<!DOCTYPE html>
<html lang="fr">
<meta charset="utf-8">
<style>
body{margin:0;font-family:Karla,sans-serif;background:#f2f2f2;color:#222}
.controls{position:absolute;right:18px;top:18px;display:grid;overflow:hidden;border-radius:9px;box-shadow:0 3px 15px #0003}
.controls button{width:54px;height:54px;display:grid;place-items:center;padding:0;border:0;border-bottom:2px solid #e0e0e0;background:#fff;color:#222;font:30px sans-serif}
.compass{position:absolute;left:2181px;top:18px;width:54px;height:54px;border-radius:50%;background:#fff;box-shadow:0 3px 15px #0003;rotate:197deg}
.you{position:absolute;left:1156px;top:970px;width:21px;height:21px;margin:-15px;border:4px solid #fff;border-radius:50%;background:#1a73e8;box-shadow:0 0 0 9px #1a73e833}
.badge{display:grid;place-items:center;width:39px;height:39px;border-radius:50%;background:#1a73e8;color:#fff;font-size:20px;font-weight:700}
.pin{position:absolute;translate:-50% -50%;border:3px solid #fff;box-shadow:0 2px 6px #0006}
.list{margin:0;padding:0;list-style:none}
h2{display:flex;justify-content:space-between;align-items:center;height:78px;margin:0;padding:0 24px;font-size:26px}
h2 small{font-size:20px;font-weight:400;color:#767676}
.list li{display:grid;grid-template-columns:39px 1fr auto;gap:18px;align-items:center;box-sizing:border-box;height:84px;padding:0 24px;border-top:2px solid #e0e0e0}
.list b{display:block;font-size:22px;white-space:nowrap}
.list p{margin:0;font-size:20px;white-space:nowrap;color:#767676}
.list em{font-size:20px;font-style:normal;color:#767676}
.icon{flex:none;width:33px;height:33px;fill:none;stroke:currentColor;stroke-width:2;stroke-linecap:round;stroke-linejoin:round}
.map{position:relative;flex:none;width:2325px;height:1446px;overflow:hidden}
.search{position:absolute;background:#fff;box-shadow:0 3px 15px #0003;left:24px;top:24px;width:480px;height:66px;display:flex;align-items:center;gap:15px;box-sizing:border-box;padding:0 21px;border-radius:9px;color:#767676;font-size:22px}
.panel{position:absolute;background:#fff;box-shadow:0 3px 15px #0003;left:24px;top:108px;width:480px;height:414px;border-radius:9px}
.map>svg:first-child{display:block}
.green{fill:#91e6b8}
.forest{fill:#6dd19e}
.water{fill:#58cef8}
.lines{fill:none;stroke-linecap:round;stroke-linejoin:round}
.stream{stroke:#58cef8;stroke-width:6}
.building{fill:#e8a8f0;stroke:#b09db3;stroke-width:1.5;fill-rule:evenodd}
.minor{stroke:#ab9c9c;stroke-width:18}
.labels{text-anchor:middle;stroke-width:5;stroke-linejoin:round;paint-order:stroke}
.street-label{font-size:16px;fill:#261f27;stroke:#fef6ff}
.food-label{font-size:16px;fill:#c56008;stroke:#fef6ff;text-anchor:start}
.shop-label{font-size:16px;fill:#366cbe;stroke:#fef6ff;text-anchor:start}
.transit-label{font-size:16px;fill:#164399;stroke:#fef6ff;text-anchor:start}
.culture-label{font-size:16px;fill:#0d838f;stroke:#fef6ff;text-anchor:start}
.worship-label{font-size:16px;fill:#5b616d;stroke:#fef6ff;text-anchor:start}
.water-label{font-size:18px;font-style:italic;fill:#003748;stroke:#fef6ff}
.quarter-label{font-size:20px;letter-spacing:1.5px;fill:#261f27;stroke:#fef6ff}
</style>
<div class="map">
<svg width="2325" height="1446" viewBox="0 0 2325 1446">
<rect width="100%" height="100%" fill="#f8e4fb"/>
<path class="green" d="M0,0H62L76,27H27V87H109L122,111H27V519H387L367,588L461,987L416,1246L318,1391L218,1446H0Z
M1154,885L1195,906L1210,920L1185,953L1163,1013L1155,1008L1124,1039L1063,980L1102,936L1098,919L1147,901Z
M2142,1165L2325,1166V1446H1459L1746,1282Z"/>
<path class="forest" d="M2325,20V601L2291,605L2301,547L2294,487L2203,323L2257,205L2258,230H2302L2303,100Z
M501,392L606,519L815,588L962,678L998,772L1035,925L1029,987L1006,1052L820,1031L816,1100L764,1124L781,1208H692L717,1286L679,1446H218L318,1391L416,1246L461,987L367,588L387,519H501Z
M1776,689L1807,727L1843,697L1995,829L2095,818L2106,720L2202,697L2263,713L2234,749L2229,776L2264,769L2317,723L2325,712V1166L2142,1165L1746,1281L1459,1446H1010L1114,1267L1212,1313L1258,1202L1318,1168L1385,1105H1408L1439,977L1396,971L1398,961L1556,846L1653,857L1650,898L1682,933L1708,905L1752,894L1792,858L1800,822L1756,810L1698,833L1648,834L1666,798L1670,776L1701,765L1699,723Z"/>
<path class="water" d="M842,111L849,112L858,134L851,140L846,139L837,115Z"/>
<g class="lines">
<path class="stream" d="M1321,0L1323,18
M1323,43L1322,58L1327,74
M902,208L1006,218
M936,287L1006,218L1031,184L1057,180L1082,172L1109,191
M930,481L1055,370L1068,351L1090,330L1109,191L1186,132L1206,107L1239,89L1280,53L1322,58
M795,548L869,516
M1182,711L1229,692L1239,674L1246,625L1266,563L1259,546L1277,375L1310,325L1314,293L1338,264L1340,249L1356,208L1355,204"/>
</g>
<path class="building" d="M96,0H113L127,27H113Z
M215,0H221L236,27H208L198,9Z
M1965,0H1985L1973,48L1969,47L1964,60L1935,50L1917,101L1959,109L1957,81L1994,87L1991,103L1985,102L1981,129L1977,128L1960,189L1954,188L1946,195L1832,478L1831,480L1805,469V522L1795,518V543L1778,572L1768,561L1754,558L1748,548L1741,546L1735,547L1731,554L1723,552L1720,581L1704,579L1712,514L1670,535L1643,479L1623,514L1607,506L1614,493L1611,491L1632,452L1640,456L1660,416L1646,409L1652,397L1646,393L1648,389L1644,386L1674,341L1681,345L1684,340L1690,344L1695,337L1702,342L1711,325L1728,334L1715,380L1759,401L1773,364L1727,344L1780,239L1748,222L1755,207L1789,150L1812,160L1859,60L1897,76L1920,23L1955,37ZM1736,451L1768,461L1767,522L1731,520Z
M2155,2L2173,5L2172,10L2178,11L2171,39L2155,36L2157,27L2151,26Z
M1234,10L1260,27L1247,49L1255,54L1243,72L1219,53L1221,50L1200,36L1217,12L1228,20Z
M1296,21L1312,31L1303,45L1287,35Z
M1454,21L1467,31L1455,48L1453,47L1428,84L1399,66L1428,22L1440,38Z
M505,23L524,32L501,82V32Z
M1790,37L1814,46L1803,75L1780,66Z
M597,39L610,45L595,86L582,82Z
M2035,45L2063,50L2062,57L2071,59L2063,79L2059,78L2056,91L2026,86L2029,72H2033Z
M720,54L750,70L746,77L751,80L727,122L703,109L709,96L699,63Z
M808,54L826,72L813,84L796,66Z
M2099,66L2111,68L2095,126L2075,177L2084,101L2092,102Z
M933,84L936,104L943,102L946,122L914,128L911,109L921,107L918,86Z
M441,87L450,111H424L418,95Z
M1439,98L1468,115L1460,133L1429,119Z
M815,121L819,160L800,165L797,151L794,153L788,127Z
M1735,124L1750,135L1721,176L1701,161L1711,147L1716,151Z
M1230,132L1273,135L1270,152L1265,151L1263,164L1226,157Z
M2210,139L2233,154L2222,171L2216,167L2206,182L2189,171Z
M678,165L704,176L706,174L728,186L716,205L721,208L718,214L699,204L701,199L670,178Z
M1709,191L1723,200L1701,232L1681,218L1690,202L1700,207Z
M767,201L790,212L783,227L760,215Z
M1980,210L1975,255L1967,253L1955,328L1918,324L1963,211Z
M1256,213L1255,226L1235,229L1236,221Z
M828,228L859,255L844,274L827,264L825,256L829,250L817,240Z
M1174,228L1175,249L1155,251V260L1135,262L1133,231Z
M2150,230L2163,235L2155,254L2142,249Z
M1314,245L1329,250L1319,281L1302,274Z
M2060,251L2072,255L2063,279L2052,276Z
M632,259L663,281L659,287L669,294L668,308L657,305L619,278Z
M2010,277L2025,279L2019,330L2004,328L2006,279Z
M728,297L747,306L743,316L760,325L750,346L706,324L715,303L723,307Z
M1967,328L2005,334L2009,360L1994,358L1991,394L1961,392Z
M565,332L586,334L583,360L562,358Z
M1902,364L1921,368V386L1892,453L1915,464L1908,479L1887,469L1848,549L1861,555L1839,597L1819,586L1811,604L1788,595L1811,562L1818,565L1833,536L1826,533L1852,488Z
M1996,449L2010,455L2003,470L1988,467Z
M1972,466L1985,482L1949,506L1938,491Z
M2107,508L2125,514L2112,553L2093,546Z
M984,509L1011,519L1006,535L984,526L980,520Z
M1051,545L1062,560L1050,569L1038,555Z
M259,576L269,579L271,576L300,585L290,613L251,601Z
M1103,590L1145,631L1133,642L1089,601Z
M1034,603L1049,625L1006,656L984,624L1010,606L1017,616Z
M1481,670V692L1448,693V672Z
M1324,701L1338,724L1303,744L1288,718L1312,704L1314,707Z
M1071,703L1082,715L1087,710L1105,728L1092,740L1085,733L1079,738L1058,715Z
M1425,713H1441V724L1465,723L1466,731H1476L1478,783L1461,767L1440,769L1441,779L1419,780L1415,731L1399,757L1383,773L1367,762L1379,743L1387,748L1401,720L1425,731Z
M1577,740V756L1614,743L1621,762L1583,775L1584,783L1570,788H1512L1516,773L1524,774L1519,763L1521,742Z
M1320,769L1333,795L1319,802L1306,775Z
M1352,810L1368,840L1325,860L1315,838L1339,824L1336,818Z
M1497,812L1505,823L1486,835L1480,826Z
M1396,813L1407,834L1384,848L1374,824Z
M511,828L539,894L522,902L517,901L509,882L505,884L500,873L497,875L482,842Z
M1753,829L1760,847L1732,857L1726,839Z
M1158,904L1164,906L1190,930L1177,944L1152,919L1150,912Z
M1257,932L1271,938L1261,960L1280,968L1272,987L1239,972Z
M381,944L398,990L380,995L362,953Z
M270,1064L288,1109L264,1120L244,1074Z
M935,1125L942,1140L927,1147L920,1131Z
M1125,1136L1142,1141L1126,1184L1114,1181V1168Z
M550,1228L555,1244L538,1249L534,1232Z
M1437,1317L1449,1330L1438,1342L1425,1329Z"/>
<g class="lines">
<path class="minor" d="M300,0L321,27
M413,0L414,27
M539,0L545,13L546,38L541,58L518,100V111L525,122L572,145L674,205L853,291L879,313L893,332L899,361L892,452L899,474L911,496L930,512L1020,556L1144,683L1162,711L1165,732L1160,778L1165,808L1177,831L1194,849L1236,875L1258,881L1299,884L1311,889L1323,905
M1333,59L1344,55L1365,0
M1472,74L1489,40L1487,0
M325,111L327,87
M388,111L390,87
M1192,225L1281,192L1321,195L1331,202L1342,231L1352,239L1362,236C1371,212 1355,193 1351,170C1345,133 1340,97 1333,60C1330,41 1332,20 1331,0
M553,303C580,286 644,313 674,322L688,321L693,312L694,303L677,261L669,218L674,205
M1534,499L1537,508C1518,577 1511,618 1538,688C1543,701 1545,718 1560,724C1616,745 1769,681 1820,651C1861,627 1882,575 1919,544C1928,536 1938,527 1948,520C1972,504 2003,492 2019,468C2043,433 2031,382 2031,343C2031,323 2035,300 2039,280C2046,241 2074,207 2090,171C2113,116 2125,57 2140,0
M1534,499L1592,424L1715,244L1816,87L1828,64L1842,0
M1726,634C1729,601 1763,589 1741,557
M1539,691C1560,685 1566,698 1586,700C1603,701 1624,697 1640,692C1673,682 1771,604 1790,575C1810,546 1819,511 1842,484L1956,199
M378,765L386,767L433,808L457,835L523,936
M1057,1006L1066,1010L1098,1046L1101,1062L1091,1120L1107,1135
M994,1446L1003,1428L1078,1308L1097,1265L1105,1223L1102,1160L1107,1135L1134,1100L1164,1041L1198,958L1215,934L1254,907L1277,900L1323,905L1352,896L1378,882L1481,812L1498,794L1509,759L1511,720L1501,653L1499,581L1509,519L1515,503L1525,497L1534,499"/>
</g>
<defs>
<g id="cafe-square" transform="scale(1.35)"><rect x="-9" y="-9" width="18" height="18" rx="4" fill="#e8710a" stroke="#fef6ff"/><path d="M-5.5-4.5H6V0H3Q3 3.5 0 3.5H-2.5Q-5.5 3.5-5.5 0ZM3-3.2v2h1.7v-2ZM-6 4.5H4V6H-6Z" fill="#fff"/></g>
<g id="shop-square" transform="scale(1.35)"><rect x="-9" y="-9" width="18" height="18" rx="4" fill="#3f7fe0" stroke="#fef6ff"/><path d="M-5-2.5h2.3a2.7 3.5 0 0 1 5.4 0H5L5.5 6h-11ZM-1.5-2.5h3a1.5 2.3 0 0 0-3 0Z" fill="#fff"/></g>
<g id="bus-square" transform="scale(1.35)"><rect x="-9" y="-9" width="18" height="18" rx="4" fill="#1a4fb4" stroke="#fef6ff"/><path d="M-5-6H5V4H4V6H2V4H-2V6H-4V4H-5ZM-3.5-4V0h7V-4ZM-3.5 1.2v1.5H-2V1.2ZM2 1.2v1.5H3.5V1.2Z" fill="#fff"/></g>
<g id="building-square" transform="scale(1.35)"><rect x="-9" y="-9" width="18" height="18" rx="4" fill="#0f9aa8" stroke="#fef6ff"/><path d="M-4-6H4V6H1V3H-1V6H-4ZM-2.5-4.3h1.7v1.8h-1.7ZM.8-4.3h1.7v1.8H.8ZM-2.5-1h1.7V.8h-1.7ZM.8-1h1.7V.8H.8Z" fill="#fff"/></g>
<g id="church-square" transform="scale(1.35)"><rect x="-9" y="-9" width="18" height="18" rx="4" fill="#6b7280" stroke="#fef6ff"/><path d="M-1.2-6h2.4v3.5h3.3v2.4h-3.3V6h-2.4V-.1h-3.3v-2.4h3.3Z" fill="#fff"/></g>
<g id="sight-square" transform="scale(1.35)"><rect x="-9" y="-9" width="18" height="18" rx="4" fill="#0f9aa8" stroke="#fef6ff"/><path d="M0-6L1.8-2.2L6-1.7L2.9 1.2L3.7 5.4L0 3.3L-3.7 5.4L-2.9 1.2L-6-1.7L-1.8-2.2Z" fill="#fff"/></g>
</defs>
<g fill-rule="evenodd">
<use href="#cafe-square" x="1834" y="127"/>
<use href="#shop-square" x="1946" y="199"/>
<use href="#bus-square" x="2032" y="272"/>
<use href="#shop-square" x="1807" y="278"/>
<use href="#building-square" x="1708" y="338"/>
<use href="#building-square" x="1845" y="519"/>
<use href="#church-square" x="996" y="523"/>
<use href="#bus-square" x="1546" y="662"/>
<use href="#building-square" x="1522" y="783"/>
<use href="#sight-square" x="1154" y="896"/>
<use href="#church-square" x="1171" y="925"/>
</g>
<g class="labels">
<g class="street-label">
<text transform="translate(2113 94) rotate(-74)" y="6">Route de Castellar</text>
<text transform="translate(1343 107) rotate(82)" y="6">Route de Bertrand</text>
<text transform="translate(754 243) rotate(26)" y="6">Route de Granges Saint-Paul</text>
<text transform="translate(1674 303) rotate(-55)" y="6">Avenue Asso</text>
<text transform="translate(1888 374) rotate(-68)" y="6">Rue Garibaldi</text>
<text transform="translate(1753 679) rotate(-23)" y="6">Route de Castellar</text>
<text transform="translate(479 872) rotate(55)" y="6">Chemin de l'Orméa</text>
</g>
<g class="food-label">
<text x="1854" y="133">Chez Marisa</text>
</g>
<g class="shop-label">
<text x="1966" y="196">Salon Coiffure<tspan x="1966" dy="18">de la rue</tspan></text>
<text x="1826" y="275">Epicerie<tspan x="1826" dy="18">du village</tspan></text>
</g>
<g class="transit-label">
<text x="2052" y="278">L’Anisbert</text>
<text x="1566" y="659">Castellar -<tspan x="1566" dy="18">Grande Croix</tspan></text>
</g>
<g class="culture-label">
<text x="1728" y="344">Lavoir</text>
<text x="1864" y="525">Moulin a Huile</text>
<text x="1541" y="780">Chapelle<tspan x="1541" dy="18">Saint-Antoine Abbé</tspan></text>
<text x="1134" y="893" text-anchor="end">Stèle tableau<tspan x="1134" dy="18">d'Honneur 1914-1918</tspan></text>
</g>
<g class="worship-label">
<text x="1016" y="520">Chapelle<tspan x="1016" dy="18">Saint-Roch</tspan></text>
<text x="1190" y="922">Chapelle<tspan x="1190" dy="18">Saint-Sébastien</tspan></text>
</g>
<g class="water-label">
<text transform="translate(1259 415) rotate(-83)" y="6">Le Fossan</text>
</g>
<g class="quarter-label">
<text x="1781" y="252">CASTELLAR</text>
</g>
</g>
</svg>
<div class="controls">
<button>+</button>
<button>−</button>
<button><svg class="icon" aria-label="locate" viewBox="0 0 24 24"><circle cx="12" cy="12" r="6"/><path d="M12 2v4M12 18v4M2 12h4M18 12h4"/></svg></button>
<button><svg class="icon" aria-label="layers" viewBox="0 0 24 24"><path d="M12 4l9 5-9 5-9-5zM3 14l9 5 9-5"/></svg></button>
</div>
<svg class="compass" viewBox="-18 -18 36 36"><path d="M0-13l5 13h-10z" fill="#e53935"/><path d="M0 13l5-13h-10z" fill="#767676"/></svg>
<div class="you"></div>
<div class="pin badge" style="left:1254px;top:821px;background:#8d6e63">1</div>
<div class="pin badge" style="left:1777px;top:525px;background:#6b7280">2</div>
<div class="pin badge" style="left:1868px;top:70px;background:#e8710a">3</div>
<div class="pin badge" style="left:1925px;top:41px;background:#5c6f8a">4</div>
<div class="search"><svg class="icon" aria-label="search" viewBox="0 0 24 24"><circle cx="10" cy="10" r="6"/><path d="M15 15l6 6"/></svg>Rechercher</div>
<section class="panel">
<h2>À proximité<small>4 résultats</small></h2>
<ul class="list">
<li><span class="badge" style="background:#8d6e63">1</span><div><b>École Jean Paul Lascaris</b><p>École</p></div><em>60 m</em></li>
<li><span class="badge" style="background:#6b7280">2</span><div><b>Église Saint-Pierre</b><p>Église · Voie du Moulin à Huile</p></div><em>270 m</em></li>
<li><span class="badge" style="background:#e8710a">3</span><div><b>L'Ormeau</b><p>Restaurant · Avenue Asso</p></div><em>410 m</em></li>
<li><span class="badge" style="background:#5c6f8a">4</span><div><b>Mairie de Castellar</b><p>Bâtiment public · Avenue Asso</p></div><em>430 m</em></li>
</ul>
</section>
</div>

════════════════════

## The task:
Wherever a line contains the string "margin", copy that line from the data.

## Written response:
body{margin:0;font-family:Karla,sans-serif;background:#f2f2f2;color:#222}
.you{position:absolute;left:1156px;top:970px;width:21px;height:21px;margin:-15px;border:4px solid #fff;border-radius:50%;background:#1a73e8;box-shadow:0 0 0 9px #1a73e833}
.list{margin:0;padding:0;list-style:none}
h2{display:flex;justify-content:space-between;align-items:center;height:78px;margin:0;padding:0 24px;font-size:26px}
.list p{margin:0;font-size:20px;white-space:nowrap;color:#767676}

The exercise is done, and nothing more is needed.